Première semaine du mois de juin, les alizés auraient dû s’essouffler, les clubs de kitesurf avaient baissé le rideau depuis déjà deux semaines ; il n’en fut rien ! Et rejoindre les sites en semi-rigide plutôt qu’en pirogue n’aurait rien changé à notre affaire.
S’ils n’avaient accusé un retard de livraison, les bateaux de plongée flambant neufs auraient eu comme effet certain d’augmenter notre vitesse de déplacement, mais sûrement pas celui d’atténuer la force des éléments : nous avons pris le jus, navigué par force 5, pour ma part, j’ai bien cru chavirer une fois ou deux ; je remercie encore notre pilote, pêcheur de son état, pour sa souplesse à manier la barre lorsqu’il s’est agi de négocier des vagues de deux à trois mètres ! Et son collègue pour son endurance à écoper.

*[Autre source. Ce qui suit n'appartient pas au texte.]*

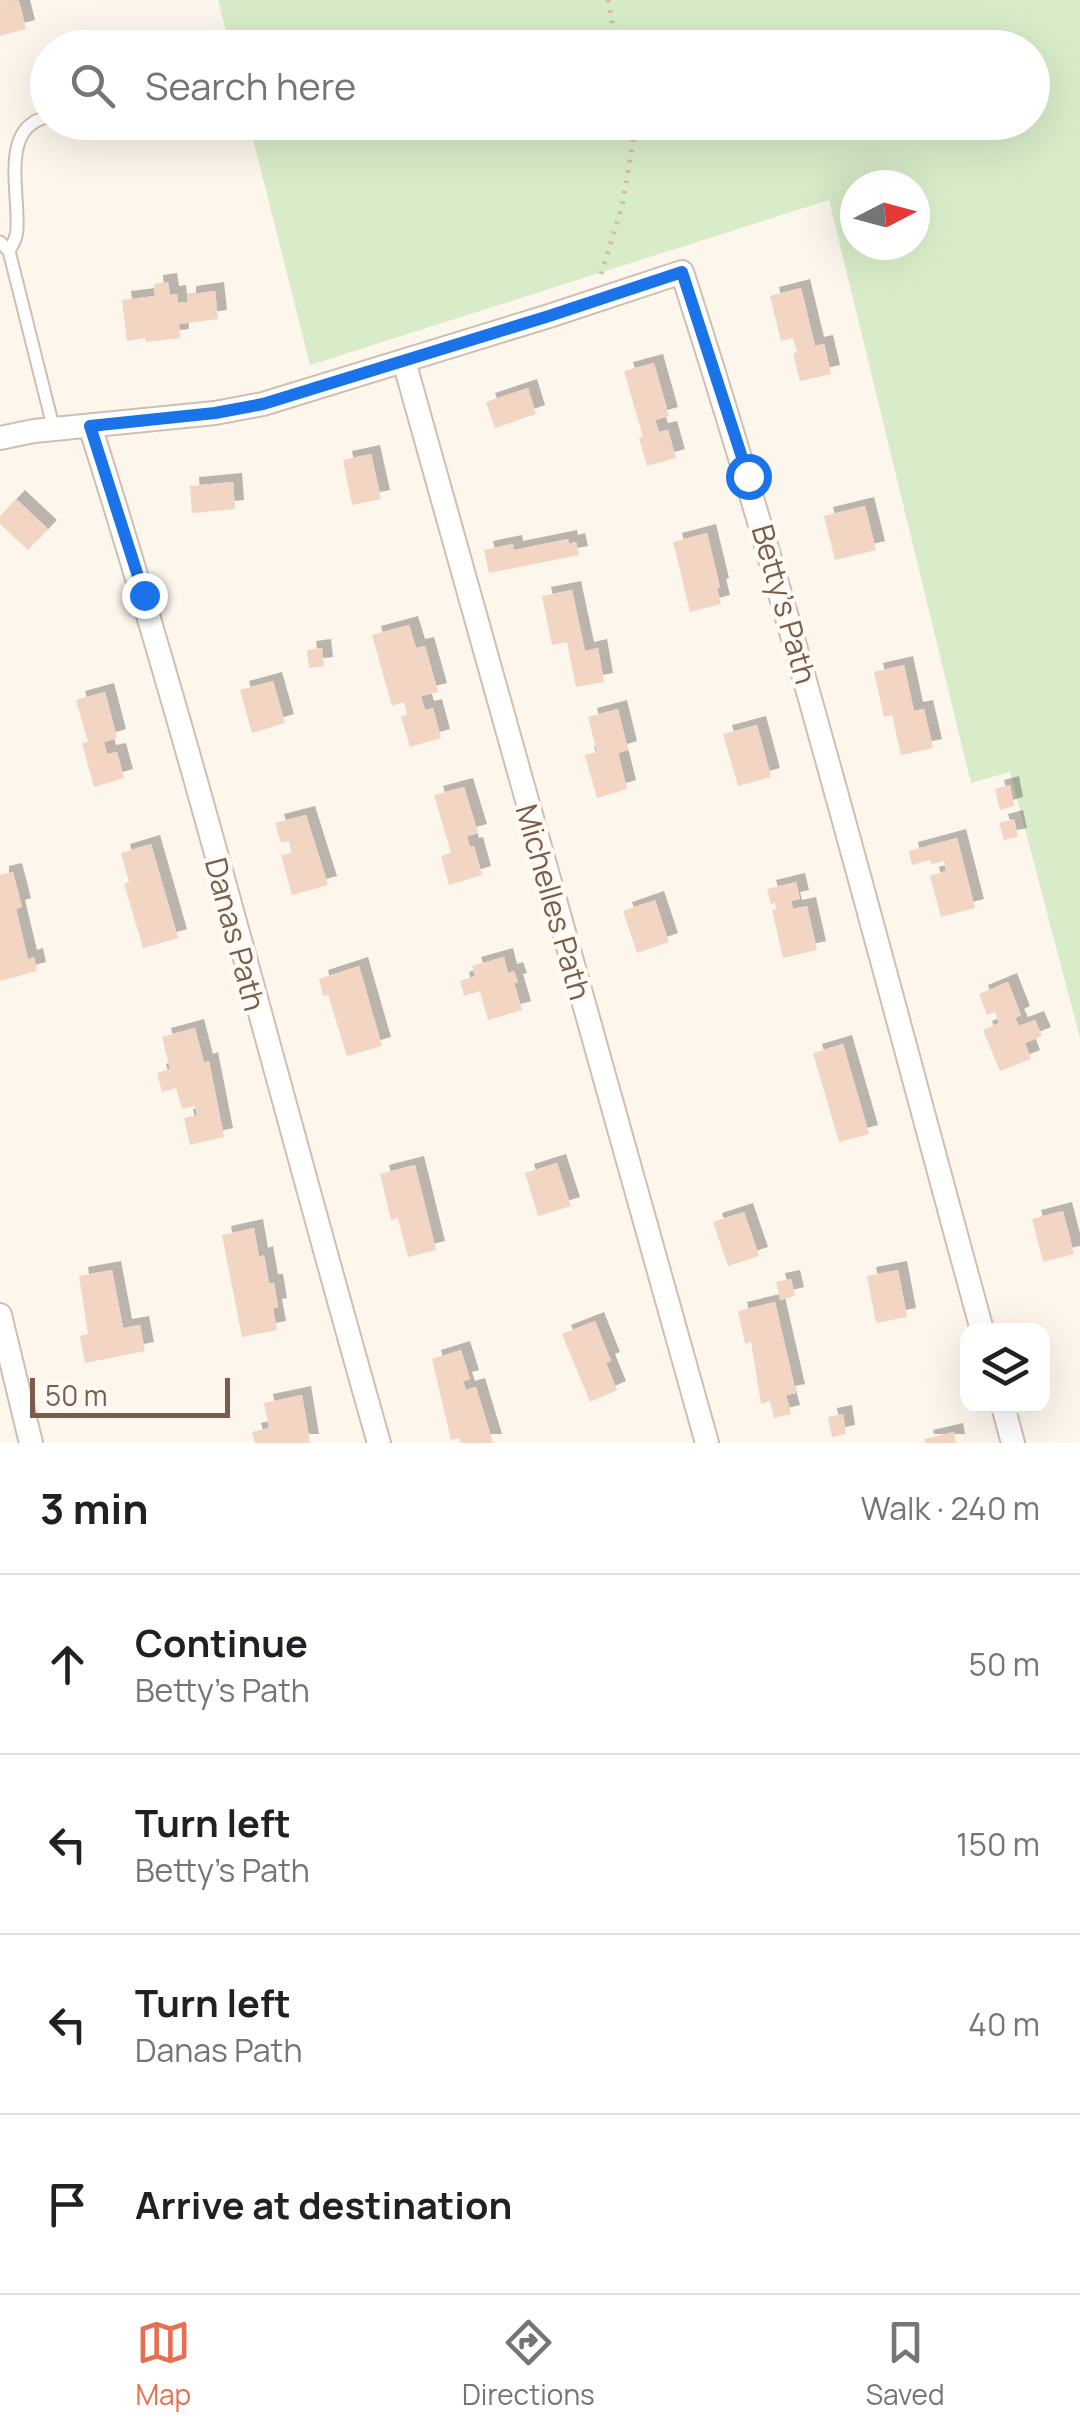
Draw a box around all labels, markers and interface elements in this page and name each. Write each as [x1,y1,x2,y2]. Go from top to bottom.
search box [30,30,1050,140]
icon: search [65,58,120,113]
text: Search here [145,59,356,111]
north arrow [840,170,930,260]
route start [726,454,772,500]
street label: Betty's Path [743,520,827,688]
route end [122,573,168,619]
street label: Michelles Path [507,800,601,1004]
street label: Danas Path [196,853,276,1015]
map controls [960,1323,1050,1413]
button: layers [960,1323,1050,1413]
scale bar [30,1373,230,1418]
text: 50 m [45,1376,108,1414]
text: 3 min [40,1479,149,1537]
text: Walk · 240 m [861,1486,1040,1530]
text: Continue [135,1616,308,1668]
icon: ahead [40,1637,95,1692]
text: 50 m [968,1642,1040,1686]
text: Betty's Path [135,1668,310,1712]
text: Turn left [135,1796,291,1848]
icon: left [40,1817,95,1872]
text: 150 m [956,1822,1040,1866]
text: Betty's Path [135,1848,310,1892]
text: Turn left [135,1976,291,2028]
icon: left [40,1997,95,2052]
text: 40 m [968,2002,1040,2046]
text: Danas Path [135,2028,302,2072]
icon: arrive [40,2177,95,2232]
text: Arrive at destination [135,2178,512,2230]
tab: Map [135,2315,191,2413]
tab: Directions [462,2315,595,2413]
tab: Saved [866,2315,945,2413]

Dans ces moments-là, on se dit qu’on a bien fait de ne pas emmener sa petite sœur de huit ans ; ce n’était pas jour de baptême pour les enfants.
Nous sommes restés deux jours à Santo Antão. C’était la fin de notre « combiné deux îles », impossible donc de reporter notre visite en attendant l’accalmie. Dommage, car le programme plongée avait l’air intéressant et l’île est finalement surprenante ; l’impression première que l’on peut avoir en débarquant à Santo Antão d’une terre brûlée, triste et monotone, s’estompe rapidement dès lors que l’on chemine vers le nord sur l’Estrada Corda.
Nous avons tenté « Shark point », au sud-ouest de l’île. Pedro, notre guide de plongée, était sûr de lui ; il avait repéré le site avec son marin et croisé de beaux petits squales à plusieurs de ses visites. Il s’en réjouissait d’avance, et nous avec lui. Le jeune homme, moniteur depuis deux ans chez Dive Tribe, avait toute la semaine déployé son énergie à contrer les aléas pour nous offrir de belles plongées. Mais point de requin.
Difficile, il faut dire, de retrouver un site à vue depuis le bateau quand la visibilité est médiocre, qu’il y a du courant… et bien malin celui qui prendra des amers dans un paysage désert, sans maison apparente, sans phare, sans pylône, sans arbre. Nous avons plongé mais n’avons pas retrouvé l’endroit ; au fond l’épaisse couche de sable en suspension enlevait toute visibilité à plus d’un mètre. À défaut de requin, de gros rougets frétillaient partout des barbillons. Je vous passe le retour, mouvementé.
Le lendemain, nouvelle course contre le vent. En vain. La plongée semblait prometteuse - 45 m, belles structures rocheuses, grande arche et moult grottes à pénétrer -, mais après une demi-heure de navigation, face aux conditions de mer de plus en plus difficiles, Pedro a choisi un autre site au débotté, pourtant davantage exposé au large.
Ce fut une belle plongée ! Avec une surprise sous le bateau dès la mise à l’eau : deux grandes sérioles d’un bon mètre cinquante chacune qui déboulent devant nous, nous toisent, et filent aussi vite qu’elles sont apparues ! Nous n’avons même pas eu le temps d’allumer caméra et appareil photo.
La plongée s’est poursuivie dans un joli dédale de roches colorées d’éponges et d’anémones encroûtantes, investi par la petite faune. Et en fin de la plongée, alors que nous étions comme des drapeaux flottants accrochés fermement au bout de mouillage, prêts à crapahuter dans la barque, les deux sérioles ont réapparu comme par magie ; une pause de quelques secondes et pffff, plus rien.